*EXTRACTED MATERIAL*:
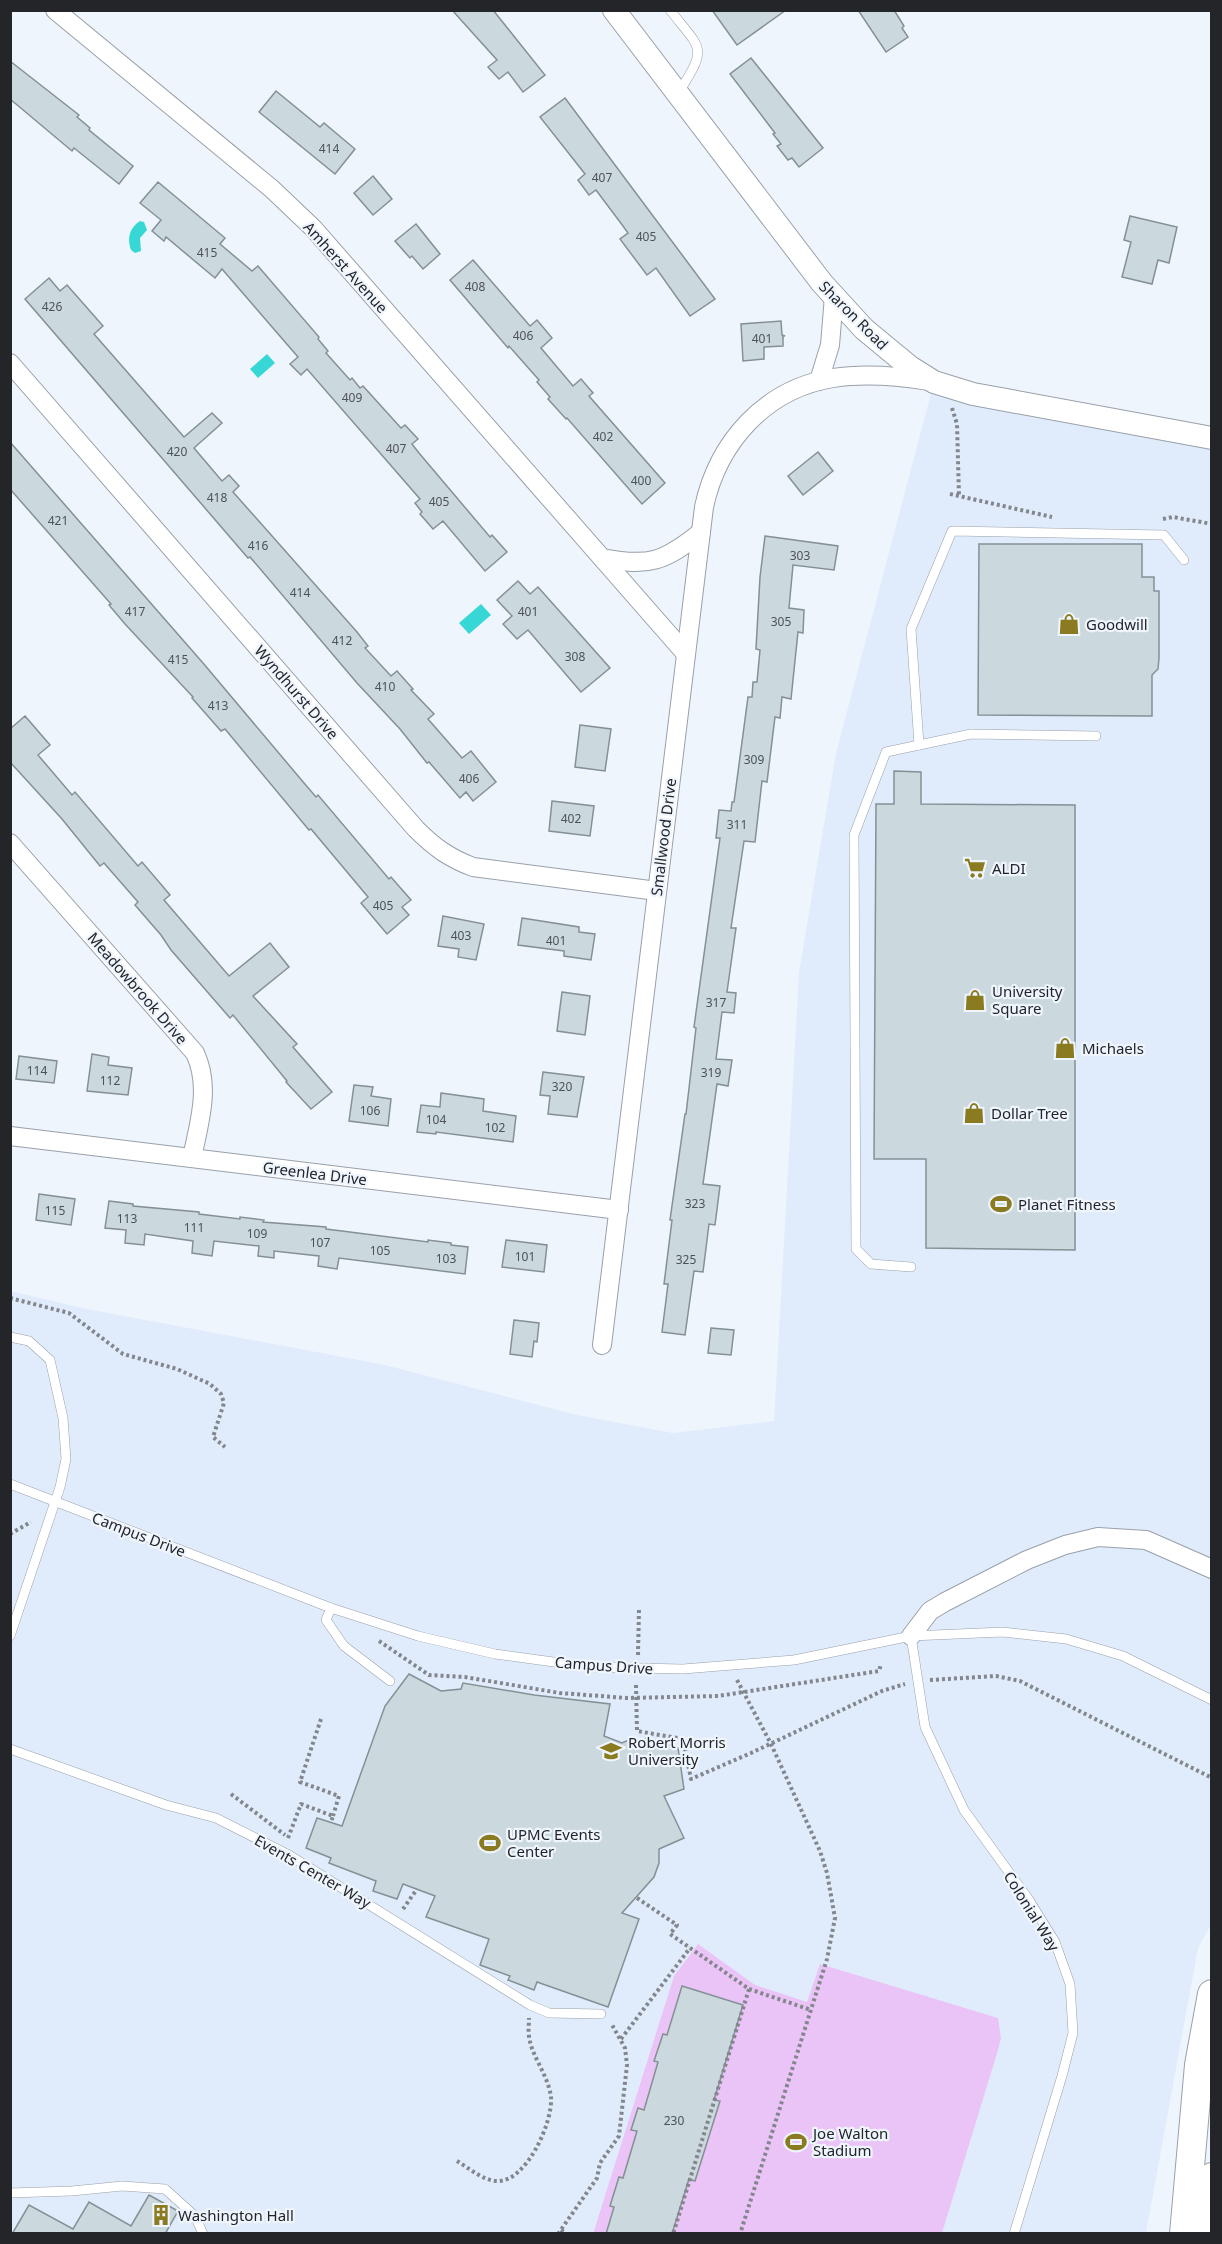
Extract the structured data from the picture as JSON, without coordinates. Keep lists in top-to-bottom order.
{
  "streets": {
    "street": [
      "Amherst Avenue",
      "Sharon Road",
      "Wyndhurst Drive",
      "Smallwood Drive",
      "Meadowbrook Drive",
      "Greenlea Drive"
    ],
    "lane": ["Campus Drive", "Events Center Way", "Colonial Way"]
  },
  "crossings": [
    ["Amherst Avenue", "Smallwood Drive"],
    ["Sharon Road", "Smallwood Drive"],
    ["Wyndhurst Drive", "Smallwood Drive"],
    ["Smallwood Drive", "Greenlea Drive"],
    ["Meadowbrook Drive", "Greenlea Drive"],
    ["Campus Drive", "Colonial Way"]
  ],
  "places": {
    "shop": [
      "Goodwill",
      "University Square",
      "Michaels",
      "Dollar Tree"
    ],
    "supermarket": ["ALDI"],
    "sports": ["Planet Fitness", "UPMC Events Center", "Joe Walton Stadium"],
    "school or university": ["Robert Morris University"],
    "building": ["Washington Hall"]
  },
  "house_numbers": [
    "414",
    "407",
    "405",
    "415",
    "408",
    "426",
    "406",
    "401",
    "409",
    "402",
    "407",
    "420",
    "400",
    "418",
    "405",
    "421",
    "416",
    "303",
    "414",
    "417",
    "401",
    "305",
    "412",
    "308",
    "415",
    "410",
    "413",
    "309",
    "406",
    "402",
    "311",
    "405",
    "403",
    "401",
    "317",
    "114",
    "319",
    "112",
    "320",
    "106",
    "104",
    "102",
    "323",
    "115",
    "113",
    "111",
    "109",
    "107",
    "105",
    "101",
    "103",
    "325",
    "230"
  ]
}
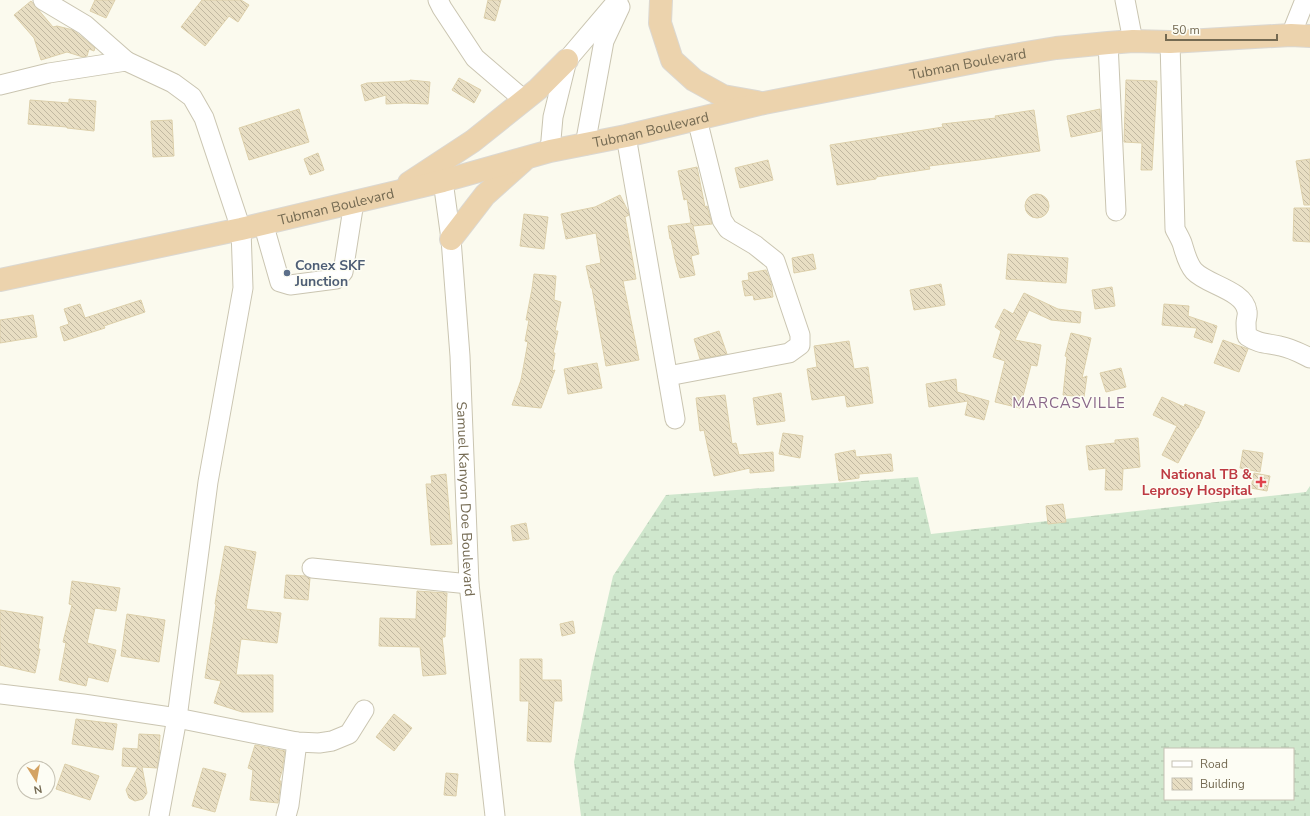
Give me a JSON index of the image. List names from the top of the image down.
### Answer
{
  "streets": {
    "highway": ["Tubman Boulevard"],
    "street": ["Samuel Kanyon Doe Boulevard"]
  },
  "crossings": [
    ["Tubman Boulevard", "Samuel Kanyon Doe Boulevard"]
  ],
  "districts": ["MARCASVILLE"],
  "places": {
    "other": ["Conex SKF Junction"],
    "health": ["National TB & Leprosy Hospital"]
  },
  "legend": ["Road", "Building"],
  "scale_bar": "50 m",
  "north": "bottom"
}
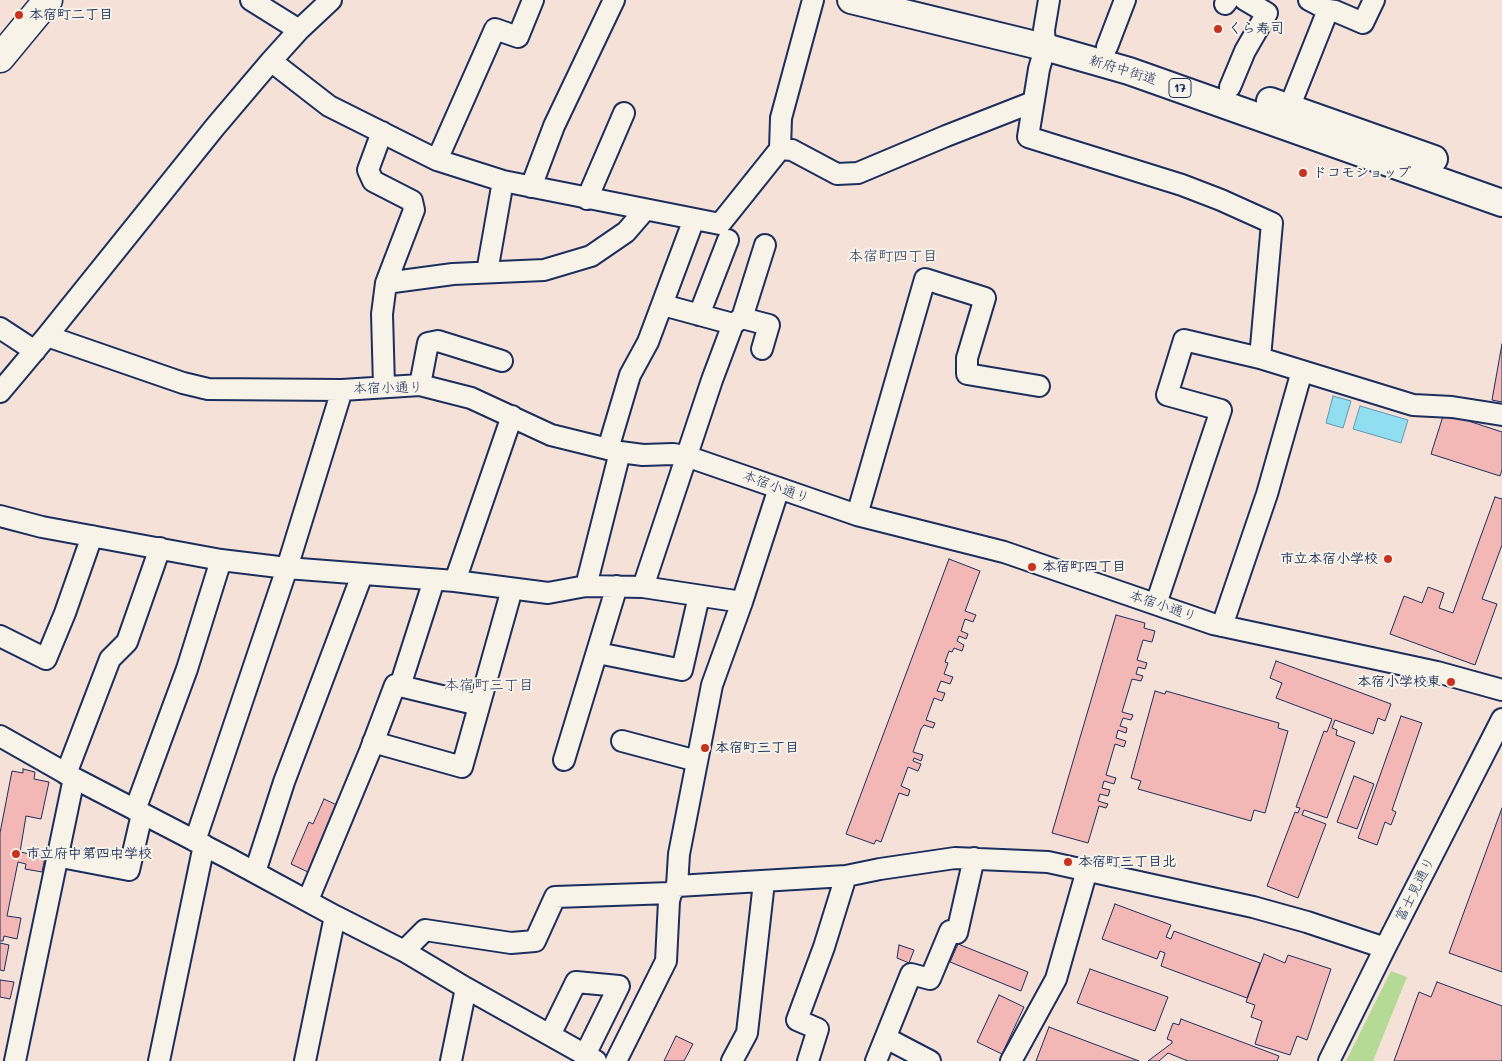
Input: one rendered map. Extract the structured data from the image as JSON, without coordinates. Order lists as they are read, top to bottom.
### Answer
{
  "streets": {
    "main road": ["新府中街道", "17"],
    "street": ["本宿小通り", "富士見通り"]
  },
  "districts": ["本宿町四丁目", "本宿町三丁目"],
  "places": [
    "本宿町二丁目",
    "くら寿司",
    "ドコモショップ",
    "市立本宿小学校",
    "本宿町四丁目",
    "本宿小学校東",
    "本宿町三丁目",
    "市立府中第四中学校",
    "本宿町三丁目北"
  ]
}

*WHAT IS EXPECTED*:
Filter the entries above down to the lines that hold the word "from", and copy those lines.

*SOLVED EXERCISE*:
Extract the structured data from the picture as JSON, without coordinates. Keep lists in top-to-bottom order.
Give me a JSON index of the image. List names from the top of the image down.
Input: one rendered map. Extract the structured data from the image as JSON, without coordinates. Order lists as they are read, top to bottom.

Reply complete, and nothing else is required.